Cuando llegué ante el edificio donde vivía, las negras calles aún seguían húmedas a causa de la lluvia. Me costó un rato encontrar aparcamiento, pero por fin entré en el iluminado vestíbulo de mármol y cogí el ascensor hasta el ático.

Nunca encendía las luces cuando entraba en casa. Me encantaba ver el perfil de mis innumerables orquídeas sobre el fondo de luces distantes de la ciudad. En mi apartamento casi todo era blanco: los mullidos sofás, las espesas alfombras y las estanterías lacadas. Las mesas eran piezas de grueso cristal, sobre las que reposaban enormes recipientes, también de cristal, donde flotaban gardenias blancas.

Al entrar en el apartamento uno tenía la impresión de caer en el espacio. La ciudad brillaba y resplandecía en una niebla perpetua a través de las paredes de cristal, y por todas partes surgían orquídeas blancas, como una jungla que trepara a través de una nube.

A pesar de lo mucho que me gustaba, raras veces llevaba a alguien allí. Se decían muchas cosas de mi apartamento y sabía que muchos pensaban que era una especie de mausoleo o de museo de mi propia soledad. El útero blanco. En cierto sentido era eso precisamente. Me había roto los cuernos trabajando para conseguir todo lo que había ganado, y me lo gastaba en lo que más apreciaba: paz y soledad; la cima de una montaña en la ciudad.

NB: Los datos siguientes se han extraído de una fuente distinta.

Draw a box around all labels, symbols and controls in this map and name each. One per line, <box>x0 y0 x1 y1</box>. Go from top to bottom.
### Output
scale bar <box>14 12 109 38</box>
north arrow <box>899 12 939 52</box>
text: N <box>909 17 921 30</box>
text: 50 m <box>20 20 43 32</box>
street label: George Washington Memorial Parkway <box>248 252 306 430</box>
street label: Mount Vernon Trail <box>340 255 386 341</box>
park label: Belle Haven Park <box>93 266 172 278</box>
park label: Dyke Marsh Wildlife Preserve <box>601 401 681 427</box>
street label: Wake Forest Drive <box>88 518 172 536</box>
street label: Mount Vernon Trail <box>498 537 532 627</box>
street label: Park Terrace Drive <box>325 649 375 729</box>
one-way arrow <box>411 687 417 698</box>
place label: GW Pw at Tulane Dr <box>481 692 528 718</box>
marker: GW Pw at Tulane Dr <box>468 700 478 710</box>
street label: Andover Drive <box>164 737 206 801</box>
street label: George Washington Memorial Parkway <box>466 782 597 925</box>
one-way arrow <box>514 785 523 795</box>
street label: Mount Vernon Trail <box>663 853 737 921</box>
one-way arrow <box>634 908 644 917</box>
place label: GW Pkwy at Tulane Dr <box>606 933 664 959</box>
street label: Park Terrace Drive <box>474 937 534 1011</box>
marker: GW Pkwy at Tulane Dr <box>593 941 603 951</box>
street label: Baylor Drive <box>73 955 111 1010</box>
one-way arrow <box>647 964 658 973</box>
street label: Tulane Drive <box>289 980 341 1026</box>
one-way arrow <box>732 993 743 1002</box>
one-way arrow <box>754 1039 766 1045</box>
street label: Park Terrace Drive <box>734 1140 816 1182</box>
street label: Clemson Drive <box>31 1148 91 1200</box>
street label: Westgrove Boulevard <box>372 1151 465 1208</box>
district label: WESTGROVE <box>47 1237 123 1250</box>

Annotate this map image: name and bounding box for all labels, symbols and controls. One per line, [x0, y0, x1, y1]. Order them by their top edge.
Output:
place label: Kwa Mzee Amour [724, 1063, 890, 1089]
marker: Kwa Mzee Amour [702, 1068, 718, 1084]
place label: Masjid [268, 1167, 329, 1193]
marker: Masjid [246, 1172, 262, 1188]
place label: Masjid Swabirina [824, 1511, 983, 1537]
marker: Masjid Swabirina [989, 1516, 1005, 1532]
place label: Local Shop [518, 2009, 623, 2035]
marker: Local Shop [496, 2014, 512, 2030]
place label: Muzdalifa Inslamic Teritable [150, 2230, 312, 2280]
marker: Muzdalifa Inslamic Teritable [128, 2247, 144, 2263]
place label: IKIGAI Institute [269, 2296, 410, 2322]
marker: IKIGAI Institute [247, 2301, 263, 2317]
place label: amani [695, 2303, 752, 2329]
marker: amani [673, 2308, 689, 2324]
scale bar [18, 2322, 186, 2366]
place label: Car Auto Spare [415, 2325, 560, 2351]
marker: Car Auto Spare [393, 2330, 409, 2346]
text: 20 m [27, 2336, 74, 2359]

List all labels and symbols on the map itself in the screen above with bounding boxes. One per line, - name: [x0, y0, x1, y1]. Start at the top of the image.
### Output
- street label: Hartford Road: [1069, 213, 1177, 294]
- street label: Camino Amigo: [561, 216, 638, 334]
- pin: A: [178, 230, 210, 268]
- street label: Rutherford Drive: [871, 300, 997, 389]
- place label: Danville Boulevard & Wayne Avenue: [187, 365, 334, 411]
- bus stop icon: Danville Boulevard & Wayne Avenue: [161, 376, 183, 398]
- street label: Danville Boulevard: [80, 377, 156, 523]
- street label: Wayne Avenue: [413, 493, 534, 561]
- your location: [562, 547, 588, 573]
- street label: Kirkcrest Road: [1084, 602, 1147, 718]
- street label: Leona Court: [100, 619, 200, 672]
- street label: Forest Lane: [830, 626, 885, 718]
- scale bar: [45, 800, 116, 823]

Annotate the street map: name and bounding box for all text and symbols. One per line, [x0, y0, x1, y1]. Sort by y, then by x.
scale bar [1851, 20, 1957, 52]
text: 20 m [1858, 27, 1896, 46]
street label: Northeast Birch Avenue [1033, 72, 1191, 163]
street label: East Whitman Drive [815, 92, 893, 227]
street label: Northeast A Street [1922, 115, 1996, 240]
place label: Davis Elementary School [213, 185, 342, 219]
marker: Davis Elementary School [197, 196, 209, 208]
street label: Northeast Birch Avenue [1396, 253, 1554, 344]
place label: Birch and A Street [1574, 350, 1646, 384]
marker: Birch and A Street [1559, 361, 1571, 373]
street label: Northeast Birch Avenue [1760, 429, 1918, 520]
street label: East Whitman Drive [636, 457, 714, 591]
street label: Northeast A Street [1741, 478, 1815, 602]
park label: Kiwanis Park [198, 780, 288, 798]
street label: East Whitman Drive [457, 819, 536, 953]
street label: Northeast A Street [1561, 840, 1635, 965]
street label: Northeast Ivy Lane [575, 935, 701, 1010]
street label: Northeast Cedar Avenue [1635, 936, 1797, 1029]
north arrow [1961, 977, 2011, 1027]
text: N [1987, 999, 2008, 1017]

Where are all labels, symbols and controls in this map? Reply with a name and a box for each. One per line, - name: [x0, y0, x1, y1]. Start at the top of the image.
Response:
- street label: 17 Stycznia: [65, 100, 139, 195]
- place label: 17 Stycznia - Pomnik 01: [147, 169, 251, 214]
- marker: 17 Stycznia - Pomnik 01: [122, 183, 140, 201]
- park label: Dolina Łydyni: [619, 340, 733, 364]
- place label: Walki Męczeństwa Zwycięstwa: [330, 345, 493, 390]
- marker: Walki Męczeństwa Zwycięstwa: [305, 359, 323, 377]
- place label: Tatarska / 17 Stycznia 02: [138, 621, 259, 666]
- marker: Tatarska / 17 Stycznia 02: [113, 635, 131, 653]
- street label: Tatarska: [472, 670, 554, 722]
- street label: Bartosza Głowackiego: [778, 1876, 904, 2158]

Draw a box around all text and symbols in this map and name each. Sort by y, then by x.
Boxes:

Después de cenar me puse en contacto con Charles y dedicamos el tiempo necesario para completar el cálculo del riesgo. Yo ya sabía que estaba hablando con enormes sumas de dinero. A través de las líneas telefónicas del banco se movían miles de millones cada día. Aunque no podía hacerlo desaparecer todo de una vez sin que se echara en falta, sí podía escamotear una buena parte de ese dinero durante intervalos prolongados. Faltaba averiguar la cantidad, y la forma de distribuirla para que mis actividades no fueran descubiertas. También quería comprobar cuánto aumentaba el riesgo, desde la perspectiva del número de delitos detectados a escala internacional, razón principal por la que había recurrido a Charles. Él podía proporcionarme información sobre el número anual de delitos y auditorías, así como sobre los tipos de delito descubiertos mediante auditoría o por otros medios. Después de tomar unas cuantas notas sobre la charla que había mantenido con Charles la noche anterior, estuve lista para empezar:

DAME LA EXTENSIÓN DE LAS APROPIACIONES ELECTRÓNICAS A ESCALA NACIONAL EN UN GRÁFICO DE CINCO AÑOS —tecleé.

PUEDES HABLARME EN INGLÉS —me dijo Charles—. SOY UN ORDENADOR AMISTOSO CON LOS USUARIOS.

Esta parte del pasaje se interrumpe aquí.